◆ **TASK TO CARRY OUT**
Among the lines of the material, copy those that hold the string "bottom".

◆ **RECORD SET**
# # # # #

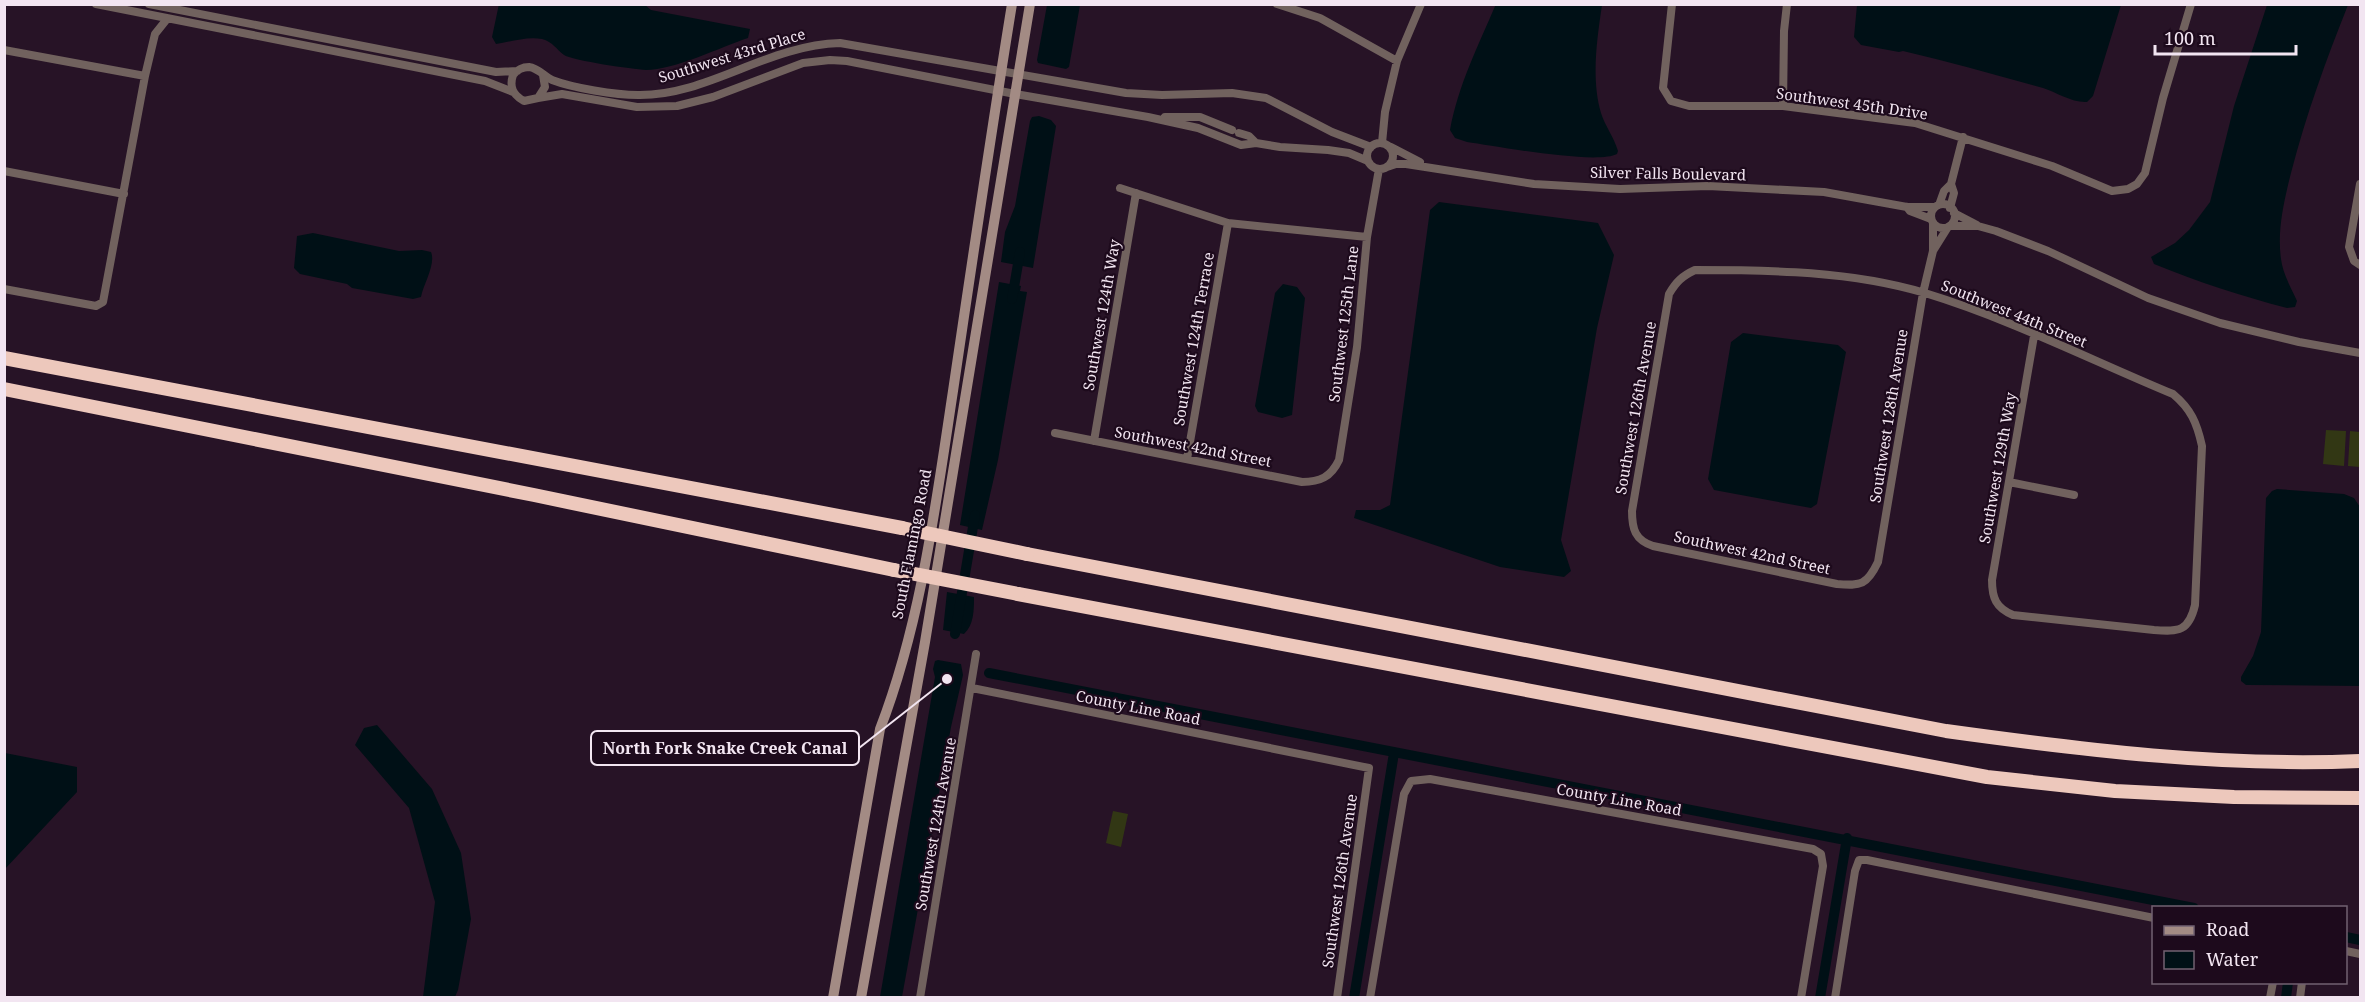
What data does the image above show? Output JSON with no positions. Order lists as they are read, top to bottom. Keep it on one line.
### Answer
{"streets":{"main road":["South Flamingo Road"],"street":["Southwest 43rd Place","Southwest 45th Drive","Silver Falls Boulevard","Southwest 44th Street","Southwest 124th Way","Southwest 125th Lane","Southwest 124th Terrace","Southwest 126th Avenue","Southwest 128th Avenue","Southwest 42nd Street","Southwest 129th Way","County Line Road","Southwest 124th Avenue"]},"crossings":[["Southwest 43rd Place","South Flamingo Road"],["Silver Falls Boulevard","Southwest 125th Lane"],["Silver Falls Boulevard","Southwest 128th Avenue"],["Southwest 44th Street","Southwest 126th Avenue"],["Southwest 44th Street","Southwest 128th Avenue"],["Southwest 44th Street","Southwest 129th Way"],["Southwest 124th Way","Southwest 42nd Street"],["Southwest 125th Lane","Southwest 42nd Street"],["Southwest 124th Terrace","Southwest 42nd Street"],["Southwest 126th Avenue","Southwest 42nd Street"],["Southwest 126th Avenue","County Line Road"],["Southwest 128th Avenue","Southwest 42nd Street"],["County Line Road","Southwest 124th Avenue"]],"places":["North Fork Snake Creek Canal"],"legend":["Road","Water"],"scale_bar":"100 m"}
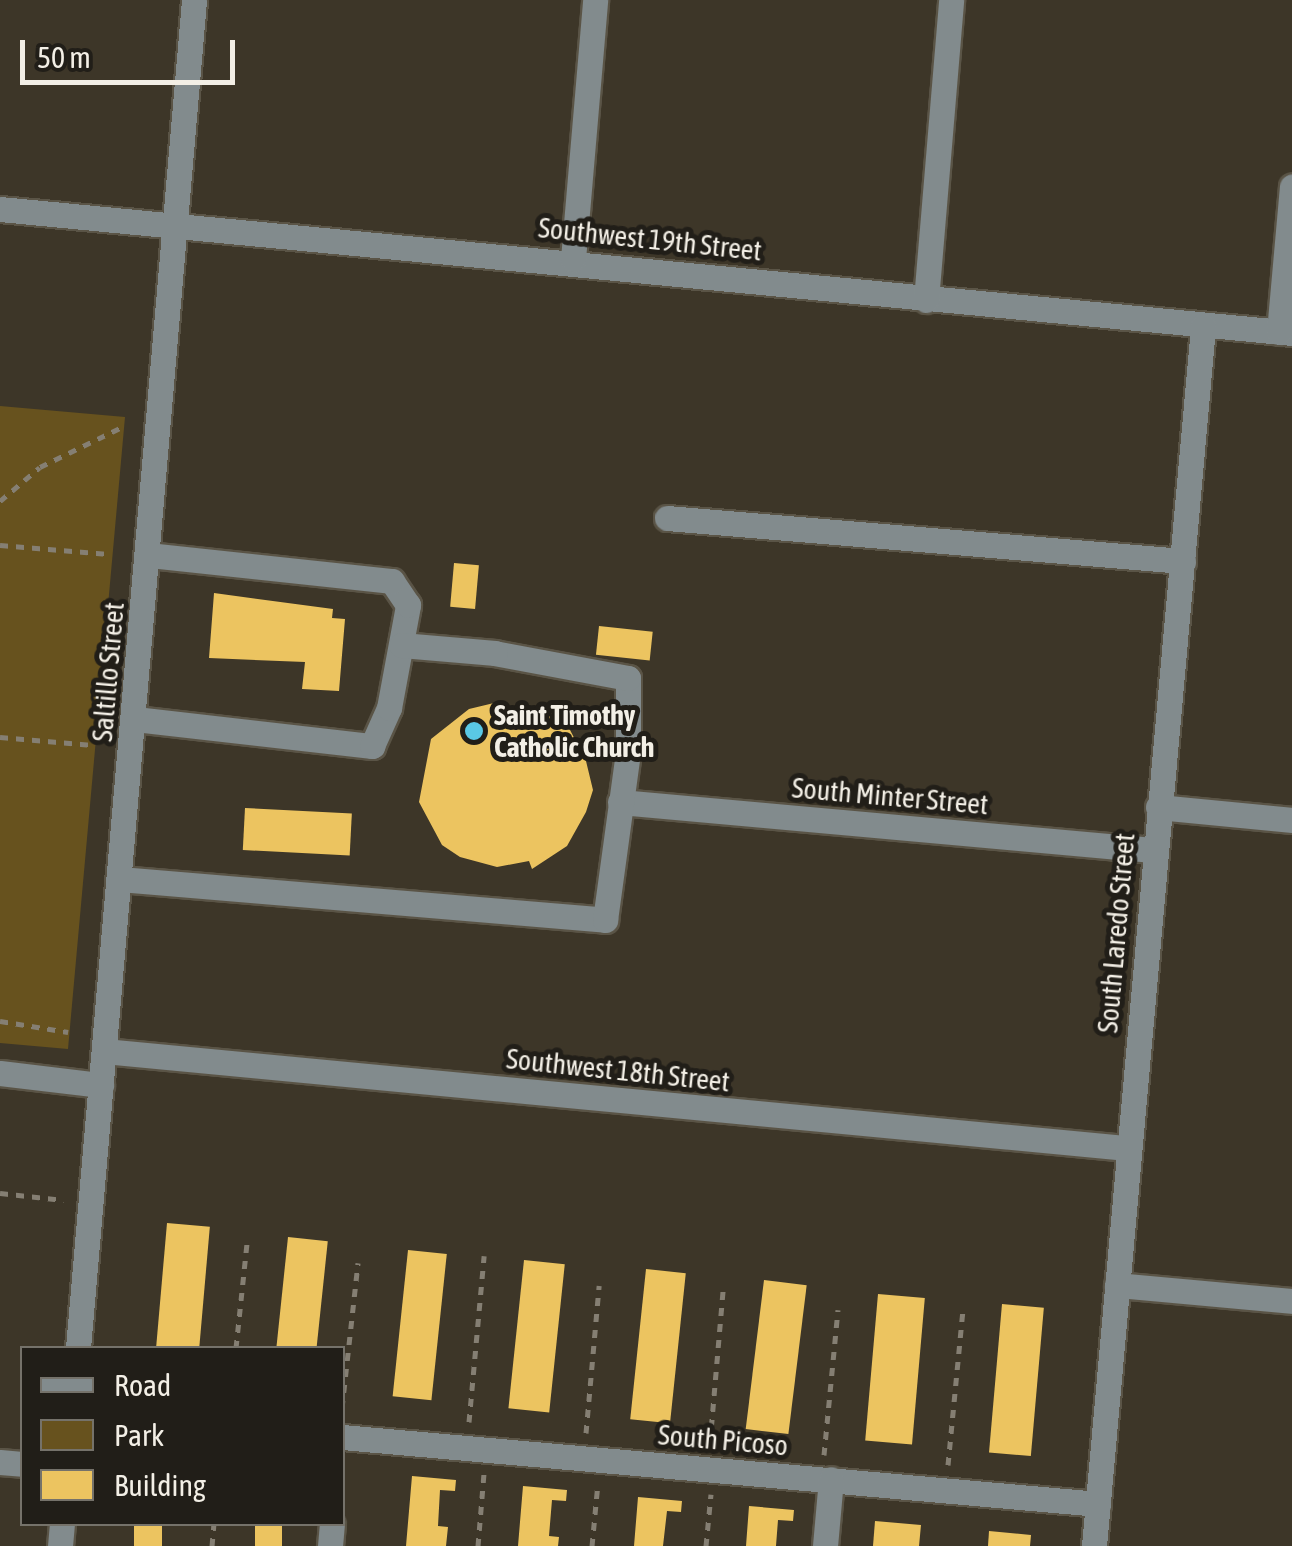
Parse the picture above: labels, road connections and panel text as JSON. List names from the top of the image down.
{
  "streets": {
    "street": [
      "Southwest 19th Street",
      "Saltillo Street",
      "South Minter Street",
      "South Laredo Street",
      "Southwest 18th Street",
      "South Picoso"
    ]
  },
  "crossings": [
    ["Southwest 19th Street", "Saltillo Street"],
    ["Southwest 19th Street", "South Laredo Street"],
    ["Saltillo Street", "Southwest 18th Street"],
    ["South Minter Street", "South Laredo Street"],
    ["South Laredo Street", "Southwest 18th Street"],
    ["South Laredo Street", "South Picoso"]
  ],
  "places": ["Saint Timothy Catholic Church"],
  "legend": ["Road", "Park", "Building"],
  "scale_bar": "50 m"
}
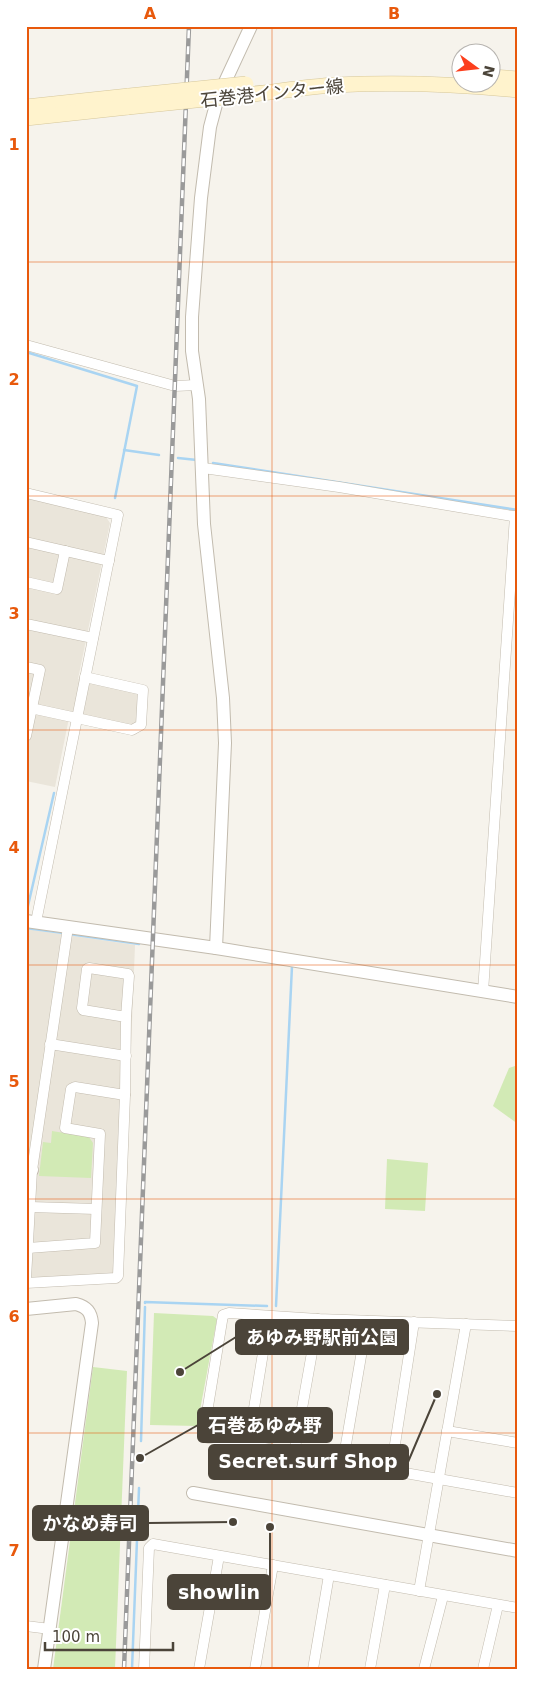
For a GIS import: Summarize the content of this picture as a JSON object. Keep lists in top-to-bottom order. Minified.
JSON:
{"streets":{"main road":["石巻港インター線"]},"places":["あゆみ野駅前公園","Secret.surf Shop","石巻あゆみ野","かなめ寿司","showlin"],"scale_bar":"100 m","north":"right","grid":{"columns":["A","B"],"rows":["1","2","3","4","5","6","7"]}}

# # # # #

◆ **RESPONSE AREA**
What data does the image above show? Output JSON with no positions. Order lists as they are read, top to bottom. Keep it on one line.
For a GIS import: Summarize the content of this picture as a JSON object. Keep lists in top-to-bottom order. Minified.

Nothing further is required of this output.